About the Tech Rider
A tech rider is an equipment-related checklist used by musicians and the venues in which they play. It’s a rider or addition to the performance contract.
A tech rider is a one-page document that gives the venue and/or soundman an understanding of what your technical requirements are and how to set up the stage before you arrive. It also gives them an opportunity to let you know if they can’t accommodate any of your needs.
From the SonicBids blog
Recently I came across the website of Rahul Samuel, an acoustic consultant and live sound engineer in Karnataka, India. He has a post on how to make the perfect tech rider for your band.

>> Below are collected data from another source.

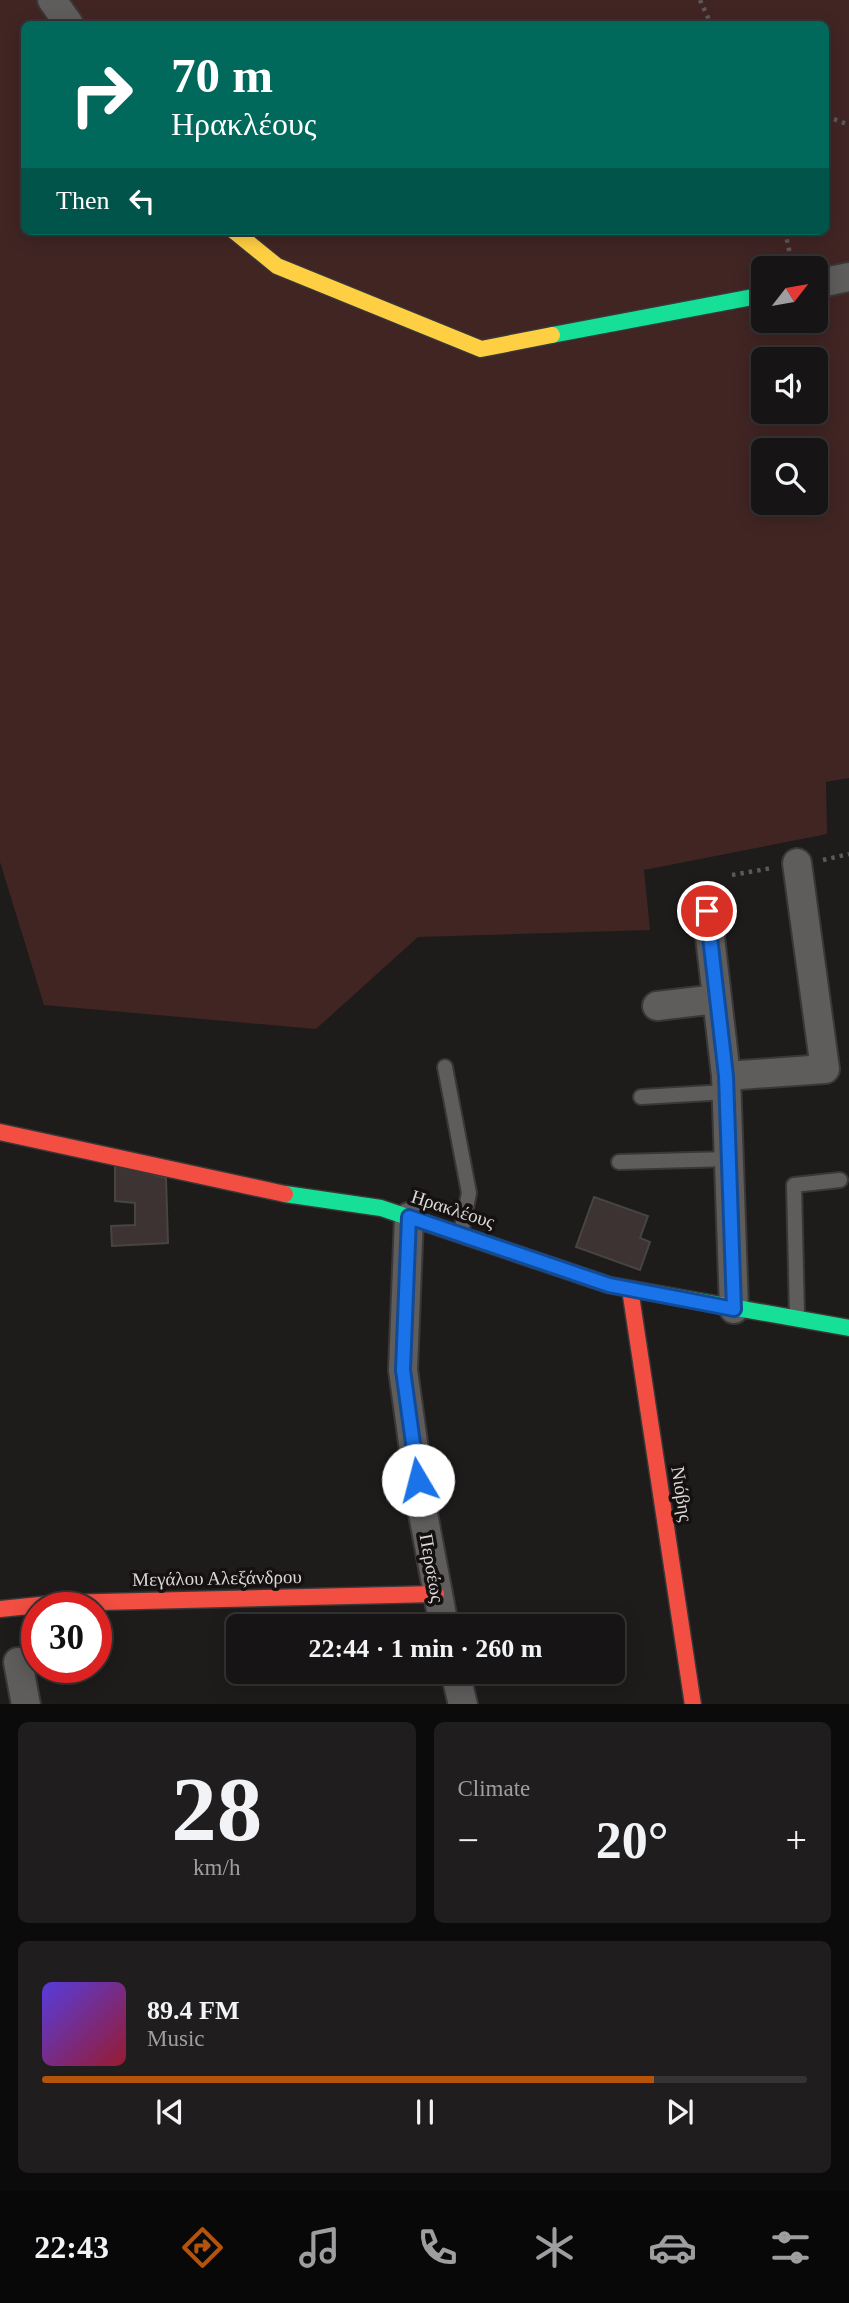 <!DOCTYPE html>
<html lang="en">
<head>
<meta charset="utf-8">
<style>
  :root { --surface:#161414; --page:#1f1d1d; --text:#f1f3f6; --muted:#9e9ea0; --line:#353334; --accent:#b45309 }
  body { margin:0; font-family:Georgia,serif; background:var(--page); color:var(--text); height:100vh; display:flex; flex-direction:column; font-size:26px; white-space:nowrap }
  * { box-sizing:border-box; margin:0 }
  p { font-size:23px; color:var(--muted) }
  .icon { flex:none; width:38px; height:38px; fill:none; stroke:currentColor; stroke-width:2; stroke-linecap:round; stroke-linejoin:round }
  .map { position:relative; height:1704px; overflow:hidden }
  .panel { display:flex; flex-direction:column; gap:18px; padding:18px; background:#0c0b0b; flex:1 }
  .panel>* { flex:none }
  .banner { position:absolute; left:21px; top:21px; width:808px; height:214px; border-radius:10px; box-shadow:0 4px 18px #0003,0 0 0 2px var(--line); background:#00695c; color:#fff; overflow:hidden }
  .needle { width:46px; rotate:59deg }
  .controls { position:absolute; left:751px; top:256px; display:grid; gap:14px }
  .controls a { display:grid; place-items:center; width:77px; height:77px; border-radius:10px; background:var(--surface); box-shadow:0 4px 18px #0003,0 0 0 2px var(--line); font-size:35px }
  .speed { position:absolute; left:21px; top:1592px; display:flex; gap:14px; font-size:35px; font-weight:700; text-align:center }
  .speed>* { display:grid; place-content:center; width:91px; height:91px; border-radius:50%; background:var(--surface); box-shadow:0 4px 18px #0003,0 0 0 2px var(--line); line-height:1 }
  .speed .limit { border:10px solid #d22; background:#fff; color:#111 }
  .pin { position:absolute; display:grid; place-items:center; width:60px; height:60px; color:#fff; margin:-30px; border:4px solid #fff; border-radius:50%; box-shadow:0 2px 7px #0007 }
  .me { position:absolute; width:77px; margin:-38px; rotate:352deg; stroke-linejoin:round; filter:drop-shadow(0 0 5px #0008) }
  .turn { display:flex; align-items:center; gap:24px; height:147px; padding:0 35px; font-size:32px }
  .turn .icon { width:91px; height:91px; stroke-width:2.5 }
  .turn b { display:block; font-size:49px; line-height:60px }
  .then { display:flex; align-items:center; height:66px; padding:0 35px; background:#0003; gap:14px; font-size:26px }
  .big { font-size:52px; font-weight:800; line-height:1.1 }
  .panel .widget { flex:1; display:flex; flex-direction:column; justify-content:center; gap:10px; min-width:0; padding:0 24px; border-radius:10px; background:var(--page) }
  .panel .dial { align-items:center; gap:0 }
  .dial b { font-size:91px; line-height:1 }
  .song { display:flex; align-items:center; gap:21px }
  .cover { width:84px; height:84px; border-radius:10px; background:linear-gradient(135deg,hsl(250 70% 55%),hsl(350 70% 35%)) }
  .played { height:7px; border-radius:4px; background:linear-gradient(90deg,var(--accent) 80%,var(--line) 80%) }
  .keys { display:flex; justify-content:space-around; direction:ltr }
  .heat { display:flex; justify-content:space-between; align-items:center; font-size:38px; direction:ltr }
  .panel .tiles { flex:1; display:grid; gap:18px; grid-template-columns:1fr 1fr }
  .widget:last-child { grid-column:span 2 }
  .trip { position:absolute; left:226px; top:1614px; width:399px; height:70px; border-radius:10px; background:var(--surface); box-shadow:0 4px 18px #0003,0 0 0 2px var(--line); font-weight:800; line-height:70px; text-align:center }
  .menu { display:flex; height:112px; justify-content:space-around; align-items:center; background:#090808; color:var(--muted) }
  .menu .icon { width:49px; height:49px }
  .menu .current { color:var(--accent) }
  .menu b { font-size:32px; color:var(--text) }
  .map>svg:first-child { display:block }
</style>
</head>
<body>
<div class="map">
<svg width="849" height="1705" viewBox="0 0 849 1705">
  <rect width="100%" height="100%" fill="#1e1b1b"/>
  <!-- green -->
  <path fill="#402523" fill-rule="evenodd" d="M0 0H849V778L826 782 827 834 644 870 650 930 418 937 316 1029 44 1005 0 862ZM24 24H826V231H24ZM763 268H816V320H763ZM763 359H816V411H763ZM763 450H816V502H763Z"/>
  <!-- building -->
  <path fill="#3d3332" stroke="#474444" stroke-width="2" d="M115 1164 166 1178 168 1243 112 1246 111 1226 135 1225V1203L115 1201Z
    M594 1197 648 1216 640 1238 650 1242 640 1270 576 1247Z"/>
  <g fill="none" stroke-linecap="round" stroke-linejoin="round">
    <defs>
      <path id="lane" d="M445 1067 469 1193 461 1233
        M641 1097 727 1092
        M619 1162 729 1159
        M797 1316 794 1185 840 1180"/>
      <path id="street" d="M52 0 69 24
        M816 284 849 277
        M707 911 726 1076 734 1309
        M657 1006 717 999
        M726 1076 825 1069 797 863
        M409 1217 403 1370 422 1508 444 1626
        M18 1662 26 1705
        M455 1671 463 1705"/>
      <path id="fast" d="M552 335 763 295
        M285 1194 381 1208 609 1285 849 1328"/>
      <path id="slow" d="M234 231 277 266 481 349 552 335"/>
      <path id="jam" d="M0 1132 285 1194
        M630 1289 693 1705
        M0 1609 59 1603 436 1594"/>
    </defs>
    <!-- lane casing -->
    <use href="#lane" stroke="#393737" stroke-width="18"/>
    <!-- street casing -->
    <use href="#street" stroke="#393737" stroke-width="32"/>
    <!-- fast casing -->
    <use href="#fast" stroke="#393737" stroke-width="19"/>
    <!-- slow casing -->
    <use href="#slow" stroke="#393737" stroke-width="19"/>
    <!-- jam casing -->
    <use href="#jam" stroke="#393737" stroke-width="19"/>
    <!-- path -->
    <path stroke="#5a5858" stroke-width="4.5" stroke-dasharray="3.5 5" stroke-linecap="butt" d="M700 0 711 24
      M826 116 849 125
      M785 231 793 268
      M823 860 849 854
      M732 875 772 868"/>
    <!-- lane -->
    <use href="#lane" stroke="#5f5c5c" stroke-width="14"/>
    <!-- street -->
    <use href="#street" stroke="#5f5c5c" stroke-width="28"/>
    <!-- fast -->
    <use href="#fast" stroke="#16e098" stroke-width="16"/>
    <!-- slow -->
    <use href="#slow" stroke="#ffcf43" stroke-width="16"/>
    <!-- jam -->
    <use href="#jam" stroke="#f24e42" stroke-width="16"/>
  </g>
  <g fill="none" stroke-linecap="round" stroke-linejoin="round">
    <defs>
      <path id="route" d="M418 1480 403 1370 409 1217 609 1285 734 1309 726 1076 707 911"/>
    </defs>
    <!-- route casing -->
    <use href="#route" stroke="#114b97" stroke-width="18"/>
    <!-- route -->
    <use href="#route" stroke="#1a73e8" stroke-width="12"/>
  </g>
  <g text-anchor="middle" dominant-baseline="central" stroke-width="7" stroke-linejoin="round" paint-order="stroke">
    <!-- street labels -->
    <g font-size="19" fill="#dbd8d8" stroke="#151111">
      <text transform="translate(453 1209) rotate(18)">Ηρακλέους</text>
      <text transform="translate(682 1494) rotate(81)">Νιόβης</text>
      <text transform="translate(432 1568) rotate(80)">Περσέως</text>
      <text transform="translate(217 1578) rotate(-1)">Μεγάλου Αλεξάνδρου</text>
    </g>
  </g>
</svg>
<div class="controls">
<a><svg class="needle" viewBox="-14 -14 28 28"><path d="M0-13l5 13h-10z" fill="#e53935"/><path d="M0 13l5-13h-10z" fill="#9e9ea0"/></svg></a>
<a><svg class="icon" aria-label="sound" viewBox="0 0 24 24"><path d="M4 9h4l5-4v14l-5-4H4zM17 9q2 3 0 6"/></svg></a>
<a><svg class="icon" aria-label="search" viewBox="0 0 24 24"><circle cx="10" cy="10" r="6"/><path d="M15 15l6 6"/></svg></a>
</div>
<div class="speed"><div class="limit">30</div></div>
<div class="pin" style="left:707px;top:911px;background:#d93025"><svg class="icon" aria-label="arrive" viewBox="0 0 24 24"><path d="M6 21V4h12l-3 4 3 4H6"/></svg></div>
<svg class="me" style="left:418px;top:1480px" viewBox="-20 -20 40 40"><circle r="19" fill="#fff"/><path d="M0-13L10 11 0 6-10 11z" fill="#1a73e8"/></svg>
<div class="trip">22:44 · 1 min · 260 m</div>
<div class="banner">
<div class="turn"><svg class="icon" aria-label="right" viewBox="0 0 24 24"><path d="M7 20v-9h11M14 6l5 5-5 5"/></svg><div><b>70 m</b>Ηρακλέους</div></div>
<div class="then">Then<svg class="icon" aria-label="left" viewBox="0 0 24 24"><path d="M17 20v-9H6M10 6l-5 5 5 5"/></svg></div>
</div>
</div>
<section class="panel">
<div class="tiles">
<div class="widget dial"><b>28</b><p>km/h</p></div>
<div class="widget"><p>Climate</p>
<div class="heat"><a>−</a><b class="big">20°</b><a>+</a></div>
</div>
<div class="widget">
<div class="song"><i class="cover"></i><div><b>89.4 FM</b><p>Music</p></div></div>
<div class="played"></div>
<div class="keys"><svg class="icon" aria-label="previous" viewBox="0 0 24 24"><path d="M18 5L8 12l10 7zM5 5v14"/></svg><svg class="icon" aria-label="pause" viewBox="0 0 24 24"><path d="M8 5v14M16 5v14"/></svg><svg class="icon" aria-label="next" viewBox="0 0 24 24"><path d="M6 5l10 7-10 7zM19 5v14"/></svg></div>
</div>
</div>
</section>
<nav class="menu">
<b>22:43</b>
<svg class="icon current" aria-label="directions" viewBox="0 0 24 24"><path d="M12 3l9 9-9 9-9-9zM9 14v-3h6M13 9l2 2-2 2"/></svg>
<svg class="icon" aria-label="music" viewBox="0 0 24 24"><path d="M9 18V5l10-2v13"/><circle cx="6" cy="18" r="3"/><circle cx="16" cy="16" r="3"/></svg>
<svg class="icon" aria-label="phone" viewBox="0 0 24 24"><path d="M5 4h4l2 5-3 2q2 4 5 5l2-3 5 2v4C11 20 4 13 5 4z"/></svg>
<svg class="icon" aria-label="climate" viewBox="0 0 24 24"><path d="M12 3v18M4 7l16 10M4 17L20 7"/></svg>
<svg class="icon" aria-label="car" viewBox="0 0 24 24"><path d="M5 17H2v-5l4-1 3-4h7l3 4 3 1v5h-3M9 17h6M6 11h13"/><circle cx="7" cy="17" r="2"/><circle cx="17" cy="17" r="2"/></svg>
<svg class="icon" aria-label="filters" viewBox="0 0 24 24"><path d="M4 7h16M4 17h16"/><circle cx="9" cy="7" r="2"/><circle cx="15" cy="17" r="2"/></svg>
</nav>
</body>
</html> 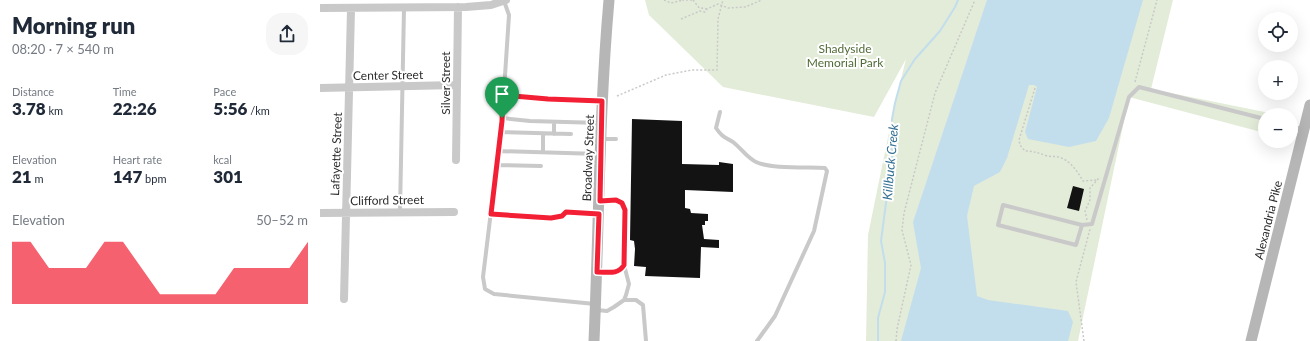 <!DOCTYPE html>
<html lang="en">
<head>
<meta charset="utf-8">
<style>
	:root { --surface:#fff; --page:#f6f6f7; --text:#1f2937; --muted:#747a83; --accent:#f31f34 }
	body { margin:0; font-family:Lato,sans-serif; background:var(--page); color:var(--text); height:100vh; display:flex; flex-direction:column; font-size:15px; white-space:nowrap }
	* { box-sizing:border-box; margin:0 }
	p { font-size:13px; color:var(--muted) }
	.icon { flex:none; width:22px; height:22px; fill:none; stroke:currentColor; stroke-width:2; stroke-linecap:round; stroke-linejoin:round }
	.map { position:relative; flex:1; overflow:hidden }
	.drawer { display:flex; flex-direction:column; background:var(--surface); width:320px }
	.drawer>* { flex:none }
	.tools { position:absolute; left:938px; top:12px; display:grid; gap:8px }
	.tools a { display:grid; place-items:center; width:40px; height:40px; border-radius:50%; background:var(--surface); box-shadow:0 4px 16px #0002; font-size:20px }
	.pin { position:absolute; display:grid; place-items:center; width:34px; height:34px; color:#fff; margin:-41px -17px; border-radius:50% 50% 50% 0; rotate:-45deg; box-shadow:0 0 4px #0007 }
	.pin .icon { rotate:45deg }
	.round { display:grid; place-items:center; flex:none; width:42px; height:42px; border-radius:16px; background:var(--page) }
	.overview { display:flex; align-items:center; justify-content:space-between; height:68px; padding:0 12px }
	h1 { font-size:22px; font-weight:800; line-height:30px }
	.figures { display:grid; grid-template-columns:repeat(3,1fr); gap:6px; height:68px; padding:4px 12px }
	.figures div { display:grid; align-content:center }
	.figures b { font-size:17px; font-weight:800 }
	.figures small { font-size:11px; font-weight:400 }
	.figures p { font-size:11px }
	.chart { height:112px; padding:8px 12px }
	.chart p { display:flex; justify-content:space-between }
	.chart svg { width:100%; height:72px; margin-top:4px; fill:var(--accent); opacity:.7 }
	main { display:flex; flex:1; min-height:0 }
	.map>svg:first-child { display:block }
	.green { fill:#e3ecd8 }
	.water { fill:#c2deed }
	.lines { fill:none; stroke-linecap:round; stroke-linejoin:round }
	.stream { stroke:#c2deed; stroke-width:2 }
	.building { fill:#131313 }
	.path { stroke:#c9c9c9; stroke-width:1.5; stroke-dasharray:2 2; stroke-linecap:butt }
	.lane { stroke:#c9c9c9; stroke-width:4 }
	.street { stroke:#c9c9c9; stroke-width:8 }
	.secondary { stroke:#b6b6b6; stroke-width:11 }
	.route-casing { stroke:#fff; stroke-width:8 }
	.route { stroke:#f31f34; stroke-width:5 }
	.labels { text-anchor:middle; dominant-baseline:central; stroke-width:4; stroke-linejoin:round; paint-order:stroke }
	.park-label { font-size:12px; fill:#506b37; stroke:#fff }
	.street-label { font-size:12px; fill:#2c2c2c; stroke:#fff }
	.water-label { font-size:13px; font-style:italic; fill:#357194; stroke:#fff }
</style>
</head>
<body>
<main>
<section class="drawer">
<div class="overview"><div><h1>Morning run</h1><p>08:20 · 7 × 540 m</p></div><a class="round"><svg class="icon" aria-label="share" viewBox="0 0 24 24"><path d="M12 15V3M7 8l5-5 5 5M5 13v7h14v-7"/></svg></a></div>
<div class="figures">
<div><p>Distance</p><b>3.78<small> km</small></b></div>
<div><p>Time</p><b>22:26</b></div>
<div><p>Pace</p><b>5:56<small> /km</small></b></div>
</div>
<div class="figures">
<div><p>Elevation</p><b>21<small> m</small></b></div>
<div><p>Heart rate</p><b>147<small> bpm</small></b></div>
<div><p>kcal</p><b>301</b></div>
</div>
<div class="chart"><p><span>Elevation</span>50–52 m</p>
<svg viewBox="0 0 160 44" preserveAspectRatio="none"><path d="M0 44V6L10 6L20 22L30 22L40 22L50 6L60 6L70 22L80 38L90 38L100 38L110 38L120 22L130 22L140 22L150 22L160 6V44z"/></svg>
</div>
</section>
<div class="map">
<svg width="990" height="341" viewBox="0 0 990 341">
	<rect width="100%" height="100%" fill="#fff"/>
	<path class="green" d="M 325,0 L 853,0 L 831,89 L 960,115 L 945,115 L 945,133 L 809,97 L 758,341 L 546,341 L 548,235 L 575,103 L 586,59 L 554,117 L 403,87 L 329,15 Z"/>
	<path class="water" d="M 667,0 L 823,0 L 789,118 L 776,141 L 749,147 L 708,139 L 705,132 L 717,87 L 714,85 L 709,85 L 687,158 L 680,172 L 654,186 L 647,216 L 657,296 L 668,300 L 748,311 L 753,322 L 748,341 L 581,341 L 601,268 L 593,222 Z"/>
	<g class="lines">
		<path class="stream" d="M 558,341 L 558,318 L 565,292 L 565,263 L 561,241 L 572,157 L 572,119 L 575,103 L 581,81 L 595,59 L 620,31 L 635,7 L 638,0"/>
	</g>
	<path class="building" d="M 312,119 L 362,121 L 362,164 L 399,165 L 399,162 L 413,164 L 413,192 L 365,190 L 365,208 L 370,209 L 371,213 L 388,214 L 388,221 L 385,221 L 385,225 L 382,225 L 384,239 L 399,240 L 399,248 L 381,247 L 380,278 L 325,276 L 326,267 L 314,266 L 315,249 L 314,241 L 310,240 Z
		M 753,186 L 764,189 L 759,211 L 747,208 Z"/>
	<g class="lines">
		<path class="path" d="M 344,0 L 351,3 L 363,0
			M 362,0 L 373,0
			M 373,0 L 380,9
			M 387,9 L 382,8 L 380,11 L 385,12 L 387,9 L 398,4 L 408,8 L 425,7 L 442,0
			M 361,19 L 380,11
			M 815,82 L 837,0
			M 715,88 L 699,140 L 700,145 L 705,151 C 713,151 719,153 727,156 C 731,157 735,156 739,157 C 751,161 757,171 763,181 L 777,180
			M 297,96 L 346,75 L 372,70 L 397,70 L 398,19 L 403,0
			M 767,220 L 765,211 L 770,200 L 770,188 L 780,177
			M 576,341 L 577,329 L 591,265 L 582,230 L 584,213 L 615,93 L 655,0
			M 764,341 L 756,282 L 770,229"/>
		<path class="lane" d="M 184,1 L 189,15 L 182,121 L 163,277 L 165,289 L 174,294 L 275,304
			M 183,95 L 228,99 L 281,101
			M 400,112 L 396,128 C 402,137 405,137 413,142 C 421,148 427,158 436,162 C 450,169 488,167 505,168 L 507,171 L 494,231 L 455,316 L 437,341
			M 182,118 L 210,121 L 281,123
			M 971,126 L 982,129
			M 180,132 L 251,134
			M 234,134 L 234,122
			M 282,139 L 296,139
			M 177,151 L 279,154
			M 223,152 L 223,134
			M 176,165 L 221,166
			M 80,212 L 84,8
			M 171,214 L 221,216 L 231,218 L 242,216 L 246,212 L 278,214
			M 762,225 L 756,245 L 678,225 L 683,205 L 762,225 L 772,224 L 809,97 L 819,87 L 945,119
			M 278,272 C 288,272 298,275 304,265
			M 304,300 L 316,300 L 323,305 L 326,341
			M 277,310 L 287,311 L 294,307 L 304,300 L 306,295 L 309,284 L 304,265 L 305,210 L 302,203 L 296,201 L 280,201"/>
		<path class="street" d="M 0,8 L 146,7 L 171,5 L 186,0
			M 0,88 L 137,85
			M 136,160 L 138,7
			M 0,213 L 134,212
			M 24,299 L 31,9"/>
		<path class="secondary" d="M 274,341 C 279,227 279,113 289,0
			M 931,341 L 990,105"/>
	</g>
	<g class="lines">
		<defs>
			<path id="route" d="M 183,95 L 228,99 L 282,101 L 280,201 L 296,200 L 302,203 L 305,210 L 304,265 C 298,275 288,272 277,272 L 279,214 L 246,212 L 242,216 L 231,218 L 171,214 L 182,121 Z"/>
		</defs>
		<use href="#route" class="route-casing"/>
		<use href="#route" class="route"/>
	</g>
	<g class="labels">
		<g class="park-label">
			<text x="525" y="48">Shadyside<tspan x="525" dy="14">Memorial Park</tspan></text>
		</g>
		<g class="street-label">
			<text transform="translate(68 75) rotate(-1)">Center Street</text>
			<text transform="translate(125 83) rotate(-90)">Silver Street</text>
			<text transform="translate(16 154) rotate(-88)">Lafayette Street</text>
			<text transform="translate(268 158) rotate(-88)">Broadway Street</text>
			<text transform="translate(67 200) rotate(-1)">Clifford Street</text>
			<text transform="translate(948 220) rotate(-76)">Alexandria Pike</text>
		</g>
		<g class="water-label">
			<text transform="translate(570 162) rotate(-85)">Killbuck Creek</text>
		</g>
	</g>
</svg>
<div class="tools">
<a><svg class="icon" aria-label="locate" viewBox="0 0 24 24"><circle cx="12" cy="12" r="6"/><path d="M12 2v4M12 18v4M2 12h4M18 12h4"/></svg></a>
<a>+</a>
<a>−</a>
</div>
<div class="pin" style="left:182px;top:118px;background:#1e9e55"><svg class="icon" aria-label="arrive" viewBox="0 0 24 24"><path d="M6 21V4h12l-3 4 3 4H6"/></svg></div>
</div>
</main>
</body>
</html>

Rahul was kind enough to allow his rider to be featured here at the Ensampler.
There are eight main parts–which is to say, the checklist has specialized sections based on a particular focus or concern.
- The line up (band members, instruments, and tech requirements
- Equipment / backline (the latter seems to mean the onstage amplifiers, which I understand are sometimes arranged in a line at the back of the stage)
- Stage plot (a technical floorplan for the performance)
- Input patch list (list of channels, instruments, and microphones, used by the sound engineer)
- Monitor requirements (for the onstage speakers used by the band)
- Special needs or requests
- Band engineer’s requirements
Performers (not the musicians; the people using the checklist)
A number of people can make use of the tech rider. First, the person responsible for collecting the band’s requirements. A brand-new band can work with a sound engineer to learn about equipment and work up their own tech rider.
The other party in the performance is the venue, and probably a specialist like the venue’s sound engineer (on staff, or contracted).
Checklists, in whatever form they take, focus on completion, coverage, and verification. As Rahul says, “Tech riders are great, they not only bring the sound vendor and sound engineer up to speed, but also work as a brilliant check list for the band.”
So: the tech rider lets the venue know what the band’s needs are, how the stage should be set up, and so forth. If the venue can’t accommodate those things, both parties can deal with that situation ahead of time.
Rahul’s post includes requirements for the venue’s sound system and the FOH (front-of-house) console (sound mixer). There’s a great deal of technical information compressed into twelve lines; the goal is clarity and completeness.
Rahul’s post on the tech rider includes some tips that could easily be built into the form a band uses for its rider. Two of them are practical for form-type job aids in general:
Put the band’s name and tech contact information in the header, on every page.
Rahul mentions that when working at a festival, he’s received a patch list with no idea which band it was for.
Use “Page 1 of 4” numbering.
Far easier for someone to know if he’s missing part of the document.